Nach Angaben von Vertretern der Kurden soll es sich zu einem großen Teil um Mitglieder kurdischer und linker Gruppen handeln. Unklar bleibt, wie viele Verdächtige sich noch in Haft befinden. Auf Antrag der prokurdischen Partei HDP soll das Parlament in einer Sondersitzung über die Luftangriffe der Armee auf Stellungen der PKK und des IS debattieren.

Nach der faktischen Aufkündigung des Friedensprozesses mit den Kurden hat die Türkei ihre Luftangriffe auf die PKK ausgeweitet. In der Nacht zum Mittwoch flogen F-16-Kampfflugzeuge nach Angaben eines Regierungsvertreters die schwersten Angriffe gegen mutmaßliche Stellungen der verbotenen Kurdischen Arbeiterpartei im Nordirak seit Beginn der Offensive vor knapp einer Woche. Es seien sechs Ziele im Irak und in der Türkei beschossen worden, darunter Depots, Höhlen und Schutzräume, teilte die Regierung mit.

Davutoglu: Ein Angriff auf Demokratie und Menschenrechte

Auch das türkische Sicherheitskabinett soll am Mittwochabend zusammenkommen. Ministerpräsident Ahmet Davutoglu sagte der amtlichen Nachrichtenagentur Anadolu zufolge, das Land, die Demokratie und die Menschenrechte würden angegriffen.
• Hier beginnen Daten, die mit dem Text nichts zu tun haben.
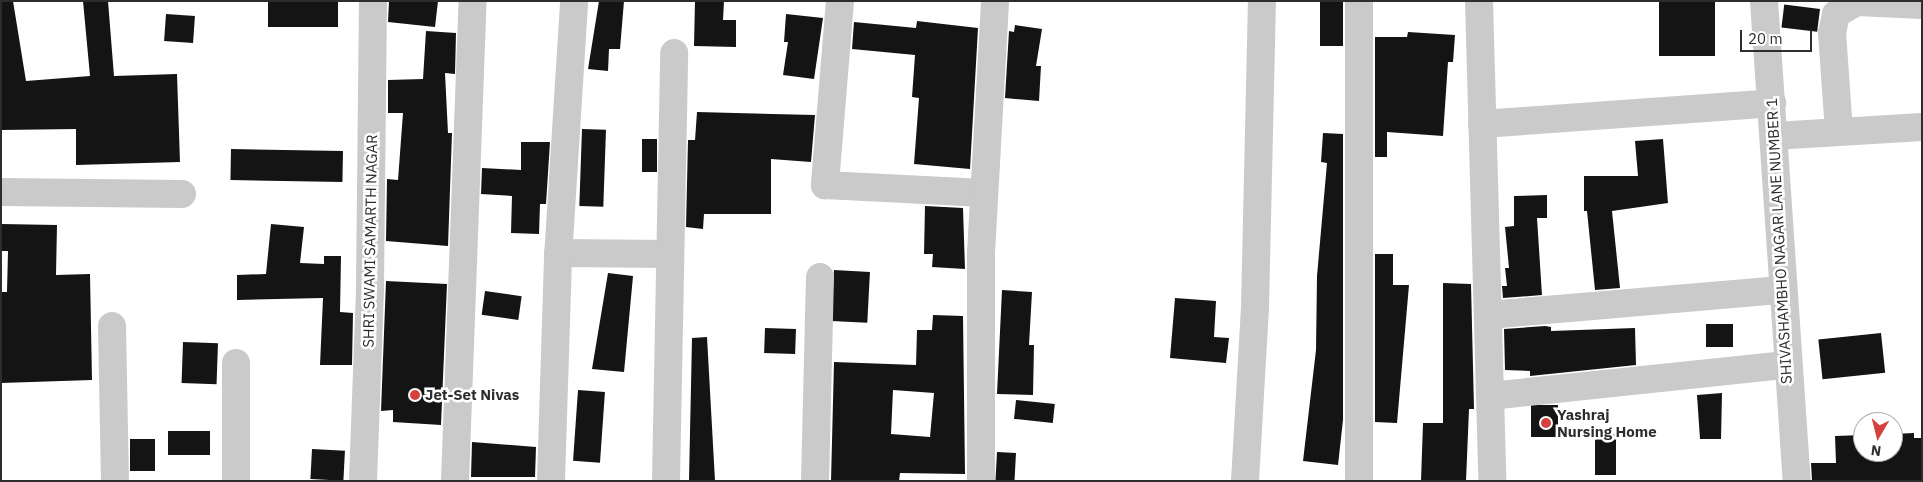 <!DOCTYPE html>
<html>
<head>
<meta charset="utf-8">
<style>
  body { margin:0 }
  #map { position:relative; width:1923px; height:482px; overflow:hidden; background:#fff; font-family:"IBM Plex Sans",sans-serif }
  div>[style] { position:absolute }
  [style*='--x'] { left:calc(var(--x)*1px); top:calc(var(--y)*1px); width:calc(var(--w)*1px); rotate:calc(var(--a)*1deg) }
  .building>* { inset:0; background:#141414; transform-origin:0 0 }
  .minor>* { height:28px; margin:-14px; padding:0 14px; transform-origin:14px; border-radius:14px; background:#cacaca }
  .dots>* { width:14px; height:14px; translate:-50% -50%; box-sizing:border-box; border:2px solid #fff; border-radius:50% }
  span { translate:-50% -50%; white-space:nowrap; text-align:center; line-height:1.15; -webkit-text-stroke:5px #fff; paint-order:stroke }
  .street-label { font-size:15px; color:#2d2d2d }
  .poi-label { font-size:15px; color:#2d2d2d; font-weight:700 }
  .left { translate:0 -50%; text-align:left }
  .frame { position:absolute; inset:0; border:2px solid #2d2d2d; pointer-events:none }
  .north { position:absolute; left:1853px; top:412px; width:50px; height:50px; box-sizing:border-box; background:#fff; border:1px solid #ababab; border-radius:50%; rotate:188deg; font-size:14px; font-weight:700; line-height:20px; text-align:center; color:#2d2d2d }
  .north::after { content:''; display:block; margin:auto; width:18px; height:22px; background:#d6413d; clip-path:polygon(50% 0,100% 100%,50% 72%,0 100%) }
  .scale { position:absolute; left:1740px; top:30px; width:72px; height:22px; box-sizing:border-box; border:2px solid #2d2d2d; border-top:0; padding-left:6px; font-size:15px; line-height:18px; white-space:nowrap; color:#2d2d2d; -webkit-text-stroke:4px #fff; paint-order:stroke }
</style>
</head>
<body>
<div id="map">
  <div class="building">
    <div style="clip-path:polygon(1px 1px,13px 1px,26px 81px,90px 76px,83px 1px,108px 1px,114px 76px,177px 74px,180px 162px,76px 165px,76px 129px,1px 130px)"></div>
    <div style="left:268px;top:1px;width:70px;height:26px"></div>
    <div style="clip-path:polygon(389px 1px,438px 1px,435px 27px,388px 22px)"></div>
    <div style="clip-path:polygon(599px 1px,624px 1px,620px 49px,609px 49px,608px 71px,588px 69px)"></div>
    <div style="clip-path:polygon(695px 1px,724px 1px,723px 20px,736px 20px,736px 47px,694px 46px)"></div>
    <div style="left:1320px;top:1px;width:23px;height:45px"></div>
    <div style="left:1659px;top:1px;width:56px;height:55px"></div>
    <div style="left:1820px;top:9px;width:23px;height:36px;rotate:97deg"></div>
    <div style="left:166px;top:14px;width:29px;height:27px;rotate:4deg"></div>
    <div style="clip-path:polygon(786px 14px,823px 18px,814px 79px,783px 75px,788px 42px,784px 42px)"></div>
    <div style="clip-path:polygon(917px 21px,978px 28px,970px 169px,914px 164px,919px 98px,912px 97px,915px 55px,852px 49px,854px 22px,916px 28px)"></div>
    <div style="clip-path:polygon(1015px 25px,1042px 29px,1036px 66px,1041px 66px,1039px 101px,1005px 98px,1009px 31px,1014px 32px)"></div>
    <div style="clip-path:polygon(426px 31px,456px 33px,455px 74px,445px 73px,448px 133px,452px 133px,448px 246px,386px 241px,387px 179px,398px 180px,403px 113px,388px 113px,388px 80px,423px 79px)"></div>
    <div style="clip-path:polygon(1408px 32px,1455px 35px,1453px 62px,1448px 62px,1443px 136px,1387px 132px,1387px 157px,1375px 157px,1375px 37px,1407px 37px)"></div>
    <div style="clip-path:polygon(697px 112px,815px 115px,811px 162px,771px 159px,771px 214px,704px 214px,703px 229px,686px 227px,688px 140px,695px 140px)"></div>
    <div style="left:582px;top:129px;width:24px;height:77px;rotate:2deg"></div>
    <div style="clip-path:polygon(1323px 133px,1343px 134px,1343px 420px,1338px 465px,1303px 461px,1316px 350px,1317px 276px,1327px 163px,1321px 162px)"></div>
    <div style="left:642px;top:139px;width:15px;height:33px"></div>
    <div style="clip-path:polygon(1663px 139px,1668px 203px,1612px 211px,1620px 288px,1595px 290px,1587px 211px,1584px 211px,1584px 176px,1638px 176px,1635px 141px)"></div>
    <div style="clip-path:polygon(521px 142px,550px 142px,546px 204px,540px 204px,539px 234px,511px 233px,512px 196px,481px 194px,482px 168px,521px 170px)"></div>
    <div style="left:231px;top:149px;width:112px;height:31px;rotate:1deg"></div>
    <div style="clip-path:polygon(1547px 195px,1547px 218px,1537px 218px,1542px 295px,1503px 298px,1502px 286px,1507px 286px,1505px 268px,1509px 268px,1505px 227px,1514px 226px,1514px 196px)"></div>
    <div style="clip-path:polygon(925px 206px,963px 208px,965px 269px,932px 267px,933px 254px,924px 254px)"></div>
    <div style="clip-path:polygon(1px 224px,57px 225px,56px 275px,90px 274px,92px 380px,1px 383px,1px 292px,7px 292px,8px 251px,1px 251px)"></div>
    <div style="clip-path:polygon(271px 224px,304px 227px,300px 263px,324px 264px,324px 256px,341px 256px,340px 312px,353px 313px,352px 365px,320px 365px,323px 298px,237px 300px,237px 275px,266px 274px)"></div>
    <div style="clip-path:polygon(1375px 254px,1393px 254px,1393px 285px,1409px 285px,1397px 423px,1375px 422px)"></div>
    <div style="left:834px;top:270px;width:36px;height:51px;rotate:3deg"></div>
    <div style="clip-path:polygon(608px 273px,633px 276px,624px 372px,592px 369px)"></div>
    <div style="clip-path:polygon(386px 281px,447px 284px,441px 425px,393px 422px,393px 410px,381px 411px)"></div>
    <div style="clip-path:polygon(1443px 283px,1471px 284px,1474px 409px,1469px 409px,1466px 481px,1421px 481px,1423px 423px,1443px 423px)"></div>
    <div style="clip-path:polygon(1002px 290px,1032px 292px,1029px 345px,1034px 345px,1033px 395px,997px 394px)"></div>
    <div style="left:485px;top:291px;width:37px;height:24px;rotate:8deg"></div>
    <div style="clip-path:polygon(1175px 298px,1216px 301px,1214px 337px,1229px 338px,1226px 363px,1170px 358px)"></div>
    <div style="clip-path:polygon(evenodd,933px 315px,963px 316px,965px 474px,900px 473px,899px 481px,831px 481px,834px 362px,916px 365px,917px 330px,932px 330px,933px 315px,893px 390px,934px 393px,930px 437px,891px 434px,893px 390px)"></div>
    <div style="left:1706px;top:324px;width:27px;height:23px"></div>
    <div style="clip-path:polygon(1545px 326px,1551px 327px,1551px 331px,1635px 328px,1636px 365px,1530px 376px,1530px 371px,1505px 370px,1504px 329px)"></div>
    <div style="left:765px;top:328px;width:31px;height:25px;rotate:2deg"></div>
    <div style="left:1881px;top:333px;width:40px;height:63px;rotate:84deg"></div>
    <div style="clip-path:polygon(707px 337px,715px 481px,689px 481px,692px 338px)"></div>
    <div style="left:183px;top:342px;width:35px;height:41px;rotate:2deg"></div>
    <div style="left:578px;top:390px;width:27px;height:71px;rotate:4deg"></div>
    <div style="clip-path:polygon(1722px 393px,1721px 439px,1700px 439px,1697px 395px)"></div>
    <div style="left:1016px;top:400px;width:39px;height:19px;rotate:6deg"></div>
    <div style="left:1558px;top:405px;width:32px;height:27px;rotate:90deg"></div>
    <div style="left:168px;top:431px;width:42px;height:24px"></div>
    <div style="clip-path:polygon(1914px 433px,1914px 438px,1922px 438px,1922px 481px,1812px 481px,1811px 463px,1836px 463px,1835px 436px,1863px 435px,1863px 452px,1893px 452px,1893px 434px)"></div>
    <div style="left:1595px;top:434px;width:21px;height:41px"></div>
    <div style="left:130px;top:439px;width:25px;height:32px"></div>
    <div style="clip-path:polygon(472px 442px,536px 447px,535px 477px,471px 477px)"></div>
    <div style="left:312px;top:449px;width:33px;height:30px;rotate:3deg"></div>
    <div style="left:997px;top:452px;width:19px;height:29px;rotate:3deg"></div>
  </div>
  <div class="minor">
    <div style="--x:840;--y:1;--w:185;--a:94.7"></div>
    <div style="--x:825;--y:185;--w:159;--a:2.9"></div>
    <div style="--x:1359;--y:1;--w:480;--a:90"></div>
    <div style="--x:1479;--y:1;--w:480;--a:88.4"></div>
    <div style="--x:1764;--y:1;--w:481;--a:86.1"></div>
    <div style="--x:1482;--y:124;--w:291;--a:-4.1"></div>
    <div style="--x:1839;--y:132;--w:99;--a:-94"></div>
    <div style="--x:1832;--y:33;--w:19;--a:-78"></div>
    <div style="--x:1836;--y:14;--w:24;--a:-30"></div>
    <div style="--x:1857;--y:2;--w:65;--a:2.6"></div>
    <div style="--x:1774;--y:136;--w:148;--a:-3.5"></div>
    <div style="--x:1;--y:192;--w:181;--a:0.6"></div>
    <div style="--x:558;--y:253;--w:112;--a:0.5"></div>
    <div style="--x:1488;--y:315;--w:295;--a:-4.9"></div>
    <div style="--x:112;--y:326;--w:155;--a:88.9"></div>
    <div style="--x:1490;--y:396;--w:298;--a:-6"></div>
    <div style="--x:236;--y:481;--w:118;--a:-90"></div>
    <div style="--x:363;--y:481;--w:195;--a:-87.9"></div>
    <div style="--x:370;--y:286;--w:285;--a:-89.4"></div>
    <div style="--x:455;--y:481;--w:480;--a:-87.9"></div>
    <div style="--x:551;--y:481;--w:223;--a:-88.2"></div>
    <div style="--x:558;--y:258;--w:257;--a:-86.4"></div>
    <div style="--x:666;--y:481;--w:428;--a:-88.9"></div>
    <div style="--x:815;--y:481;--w:204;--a:-88.6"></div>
    <div style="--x:981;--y:481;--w:228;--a:-90"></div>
    <div style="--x:981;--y:253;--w:252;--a:-86.8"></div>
    <div style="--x:1245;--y:481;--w:174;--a:-86.7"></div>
    <div style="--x:1255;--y:307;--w:306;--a:-88.7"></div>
  </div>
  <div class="dots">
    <div style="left:415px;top:395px;background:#d6413d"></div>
    <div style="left:1546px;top:423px;background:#d6413d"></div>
  </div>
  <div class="street-label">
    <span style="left:370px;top:241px;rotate:-89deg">SHRI SWAMI SAMARTH NAGAR</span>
    <span style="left:1779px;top:241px;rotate:-93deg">SHIVASHAMBHO NAGAR LANE NUMBER 1</span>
  </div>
  <div class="poi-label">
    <span class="left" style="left:425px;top:395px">Jet-Set Nivas</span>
    <span class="left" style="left:1557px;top:423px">Yashraj<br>Nursing Home</span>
  </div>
  <div class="frame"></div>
  <div class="north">N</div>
  <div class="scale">20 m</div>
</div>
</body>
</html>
Staatspräsident Recep Tayyip Erdogan hatte am Dienstag den Friedensprozess mit den Kurden aufgekündigt und auch die Strafverfolgung von HDP-Abgeordneten angedroht. Die oppositionelle HDP hingegen wirft der Regierung einen „zivilen Coup“ nach ihrer Wahlschlappe im Juni vor. In der Türkei seien immer wieder Parteien kaltgestellt worden, sagte die HDP-Abgeordnete Pervin Buldan. Erdogan spekuliere bei immer wahrscheinlicher werdenden Neuwahlen auf einen Stimmenzuwachs für die islamisch-konservative AKP, die ihre absolute Mehrheit verloren hatte, so die Opposition.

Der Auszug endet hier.